インストールガイドには[adb -d reboot bootloader]のコマンドが使用されていますが、 -d オプションは、USBで接続されているデバイスを明示的に指定するものです。
複数のデバイス(USB接続とWi-Fi接続の両方など)が同時に認識されている場合に使用するもので、通常は[adb reboot bootloader]を使用して問題ありません。

iodeOS 020

Fastboot Modeが起動します。

eOS-012

Fastboot Modeで正しく認識・接続されているか確認するため、ターミナルに下記のコマンドを入力し、[Enter]キーを押します。
デバイスが認識されていれば、シリアル番号が表示されます。

fastboot devices
eOS-013

インストールドキュメントに記載されているブートローダーのアンロックコマンドを入力し、[Enter]キーを押します。

fastboot flashing unlock
iodeOS 012

デバイスがブートローダーのロック解除画面になるので、音量ボタンでメニューを移動し、[Unlock the bootloader]を選択して、電源ボタンで確定します。

iodeOS 013

ブートローダーがアンロックされたら、[Start]を選択した状態で電源ボタンを押します。
Androidが起動して初期セットアップが開始するので、セットアップ(すべての設定をスキップ可)を完了させます。セットアップ後に[開発者オプション]を表示して、[USBデバッグ]を有効にします。

LineageOSのインストール

ターミナルを使用して、リカバリイメージをフラッシュし、その後に LineageOSの ROMパッケージをデバイスにインストールします。

インストール前の確認事項
  • Androidのバージョンは要件に適合しているか
  • Androidデバイスのブートローダーはアンロックされているか
  • デバイスの Googleアカウントは削除しているか
  • アンロック後、セットアップを完了して USBデバッグを有効にしたか
  • パソコンに USB接続した際、USBデバッグの許可ダイアログが表示された場合に承認したか
  • 使用するデバイスに適合したリカバリイメージと LineageOSの ROMパッケージを公式サイトからダウンロードしているか
  • ダウンロードした イメージファイルや ROMパッケージは、ターミナルを開くディレクトリと同じ階層に配置しているか
Lineage OS 009

リカバリに使用するファイルはデバイスによって異なるため、インストールガイドの[Flashing additional partitions]で必ず確認してください。

eOS-016

ターミナルを開き、下記のコマンドを順番に実行して、デバイスが認識されているか確認します。

adb reboot bootloader
fastboot devices
Lineage OS 011

インストールガイドの[Flashing additional partitions]で確認したコマンドを入力して[Enterキー]を押します。

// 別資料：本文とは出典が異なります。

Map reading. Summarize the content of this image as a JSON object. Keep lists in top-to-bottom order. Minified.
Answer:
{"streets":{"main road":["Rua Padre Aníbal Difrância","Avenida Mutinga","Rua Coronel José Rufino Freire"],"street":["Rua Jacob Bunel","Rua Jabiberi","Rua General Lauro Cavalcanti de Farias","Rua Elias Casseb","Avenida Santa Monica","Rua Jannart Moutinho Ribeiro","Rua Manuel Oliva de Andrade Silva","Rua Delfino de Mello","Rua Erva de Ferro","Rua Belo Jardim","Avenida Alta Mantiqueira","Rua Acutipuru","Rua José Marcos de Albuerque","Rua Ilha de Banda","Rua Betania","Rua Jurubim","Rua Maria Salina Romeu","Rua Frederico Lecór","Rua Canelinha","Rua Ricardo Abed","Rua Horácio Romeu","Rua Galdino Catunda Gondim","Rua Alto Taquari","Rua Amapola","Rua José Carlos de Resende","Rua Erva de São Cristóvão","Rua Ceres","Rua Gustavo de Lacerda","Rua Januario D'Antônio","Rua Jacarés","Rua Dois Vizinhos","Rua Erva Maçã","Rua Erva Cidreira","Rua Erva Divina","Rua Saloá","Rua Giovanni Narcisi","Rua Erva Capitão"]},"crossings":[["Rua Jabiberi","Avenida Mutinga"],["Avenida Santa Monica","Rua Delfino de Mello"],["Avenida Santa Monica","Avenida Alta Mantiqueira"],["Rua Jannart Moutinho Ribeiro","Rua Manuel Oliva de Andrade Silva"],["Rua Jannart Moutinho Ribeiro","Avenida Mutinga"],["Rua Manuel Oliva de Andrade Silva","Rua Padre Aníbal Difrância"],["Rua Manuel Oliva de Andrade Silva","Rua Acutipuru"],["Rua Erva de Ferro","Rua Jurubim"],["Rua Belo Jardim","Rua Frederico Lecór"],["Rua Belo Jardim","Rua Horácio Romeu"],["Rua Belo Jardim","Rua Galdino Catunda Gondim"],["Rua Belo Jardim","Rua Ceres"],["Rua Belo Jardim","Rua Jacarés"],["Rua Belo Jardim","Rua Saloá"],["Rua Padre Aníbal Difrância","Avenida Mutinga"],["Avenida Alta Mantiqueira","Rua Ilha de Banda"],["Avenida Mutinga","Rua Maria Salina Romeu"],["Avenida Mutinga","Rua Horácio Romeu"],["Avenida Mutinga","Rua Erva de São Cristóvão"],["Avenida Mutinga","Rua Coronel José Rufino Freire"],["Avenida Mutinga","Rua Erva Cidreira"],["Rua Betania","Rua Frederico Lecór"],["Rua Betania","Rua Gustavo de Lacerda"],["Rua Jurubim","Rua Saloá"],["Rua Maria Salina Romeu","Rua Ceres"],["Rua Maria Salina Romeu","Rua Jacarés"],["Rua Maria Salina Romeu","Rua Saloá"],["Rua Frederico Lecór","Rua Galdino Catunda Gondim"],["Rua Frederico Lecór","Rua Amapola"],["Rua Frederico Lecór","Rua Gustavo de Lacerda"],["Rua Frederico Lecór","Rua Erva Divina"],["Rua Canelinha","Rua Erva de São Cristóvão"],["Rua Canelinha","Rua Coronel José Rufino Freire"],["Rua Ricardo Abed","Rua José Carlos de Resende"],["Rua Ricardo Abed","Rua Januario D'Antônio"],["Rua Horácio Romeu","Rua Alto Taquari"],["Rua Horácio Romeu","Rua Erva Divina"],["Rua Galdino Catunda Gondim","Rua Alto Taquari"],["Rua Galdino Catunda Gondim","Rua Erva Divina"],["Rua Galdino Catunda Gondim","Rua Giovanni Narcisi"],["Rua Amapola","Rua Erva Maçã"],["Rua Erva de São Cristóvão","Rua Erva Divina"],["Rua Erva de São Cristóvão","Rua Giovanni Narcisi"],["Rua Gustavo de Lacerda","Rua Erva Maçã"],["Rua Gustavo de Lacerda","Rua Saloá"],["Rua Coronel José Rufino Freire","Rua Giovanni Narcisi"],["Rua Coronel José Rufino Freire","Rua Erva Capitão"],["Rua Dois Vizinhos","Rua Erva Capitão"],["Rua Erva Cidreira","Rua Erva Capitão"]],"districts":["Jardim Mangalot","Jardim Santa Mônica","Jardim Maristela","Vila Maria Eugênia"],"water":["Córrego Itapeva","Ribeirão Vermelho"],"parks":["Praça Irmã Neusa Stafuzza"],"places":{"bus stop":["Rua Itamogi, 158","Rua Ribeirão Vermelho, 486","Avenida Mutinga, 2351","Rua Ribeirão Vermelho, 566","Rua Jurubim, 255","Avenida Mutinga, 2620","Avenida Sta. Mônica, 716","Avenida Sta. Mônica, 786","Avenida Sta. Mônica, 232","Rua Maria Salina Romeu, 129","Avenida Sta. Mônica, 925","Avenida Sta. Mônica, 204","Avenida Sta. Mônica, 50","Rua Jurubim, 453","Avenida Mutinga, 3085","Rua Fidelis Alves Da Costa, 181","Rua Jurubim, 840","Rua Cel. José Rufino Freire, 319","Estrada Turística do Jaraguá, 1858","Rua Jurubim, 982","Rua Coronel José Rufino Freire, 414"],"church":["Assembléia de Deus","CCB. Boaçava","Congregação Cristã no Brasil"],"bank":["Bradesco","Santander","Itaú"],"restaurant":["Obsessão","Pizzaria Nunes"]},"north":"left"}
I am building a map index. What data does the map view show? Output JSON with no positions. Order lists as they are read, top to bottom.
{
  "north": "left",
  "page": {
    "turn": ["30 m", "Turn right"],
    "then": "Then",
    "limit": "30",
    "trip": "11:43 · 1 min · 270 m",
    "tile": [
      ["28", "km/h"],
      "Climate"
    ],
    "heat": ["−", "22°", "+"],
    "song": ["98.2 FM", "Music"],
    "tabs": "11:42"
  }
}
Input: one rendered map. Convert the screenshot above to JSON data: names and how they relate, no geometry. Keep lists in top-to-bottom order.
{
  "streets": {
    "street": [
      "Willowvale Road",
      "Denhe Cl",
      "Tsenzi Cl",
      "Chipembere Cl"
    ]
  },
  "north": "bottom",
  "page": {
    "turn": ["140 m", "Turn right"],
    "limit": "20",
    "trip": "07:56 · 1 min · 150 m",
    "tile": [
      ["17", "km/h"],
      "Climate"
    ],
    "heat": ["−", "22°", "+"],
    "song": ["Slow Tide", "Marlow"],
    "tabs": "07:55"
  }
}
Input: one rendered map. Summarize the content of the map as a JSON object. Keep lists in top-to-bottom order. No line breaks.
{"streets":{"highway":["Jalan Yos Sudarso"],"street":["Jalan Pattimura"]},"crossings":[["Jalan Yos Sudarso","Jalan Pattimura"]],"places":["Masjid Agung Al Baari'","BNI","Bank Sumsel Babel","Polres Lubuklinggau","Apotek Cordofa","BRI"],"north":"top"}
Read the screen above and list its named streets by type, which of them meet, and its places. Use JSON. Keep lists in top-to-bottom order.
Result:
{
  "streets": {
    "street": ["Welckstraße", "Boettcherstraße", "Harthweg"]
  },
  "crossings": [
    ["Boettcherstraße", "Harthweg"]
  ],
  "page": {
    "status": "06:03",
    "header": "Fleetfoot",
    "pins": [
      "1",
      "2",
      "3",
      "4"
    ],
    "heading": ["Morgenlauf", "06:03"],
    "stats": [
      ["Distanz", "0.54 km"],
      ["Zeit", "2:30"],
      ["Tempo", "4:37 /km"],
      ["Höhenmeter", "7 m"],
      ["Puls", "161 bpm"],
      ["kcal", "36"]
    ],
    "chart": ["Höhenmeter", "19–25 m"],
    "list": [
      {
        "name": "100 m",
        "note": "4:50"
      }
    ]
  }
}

fastboot flash boot boot.img
Lineage OS 012

同じ要領で必要なファイルをフラッシュします。

fastboot flash dtbo dtbo.img
Lineage OS 014

インストールガイドの[Installing Lineage Recovery using]で、リカバリイメージをフラッシュするコマンドを確認します。

Lineage OS 013

[Installing Lineage Recovery using]で確認したコマンドを入力して[Enterキー]を押します。

fastboot flash vendor_boot vendor_boot.img
eOS-020

リカバリイメージを書き込んだら、デバイスの音量ボタンでメニューを[Recovery Mode] にして、電源ボタン押します。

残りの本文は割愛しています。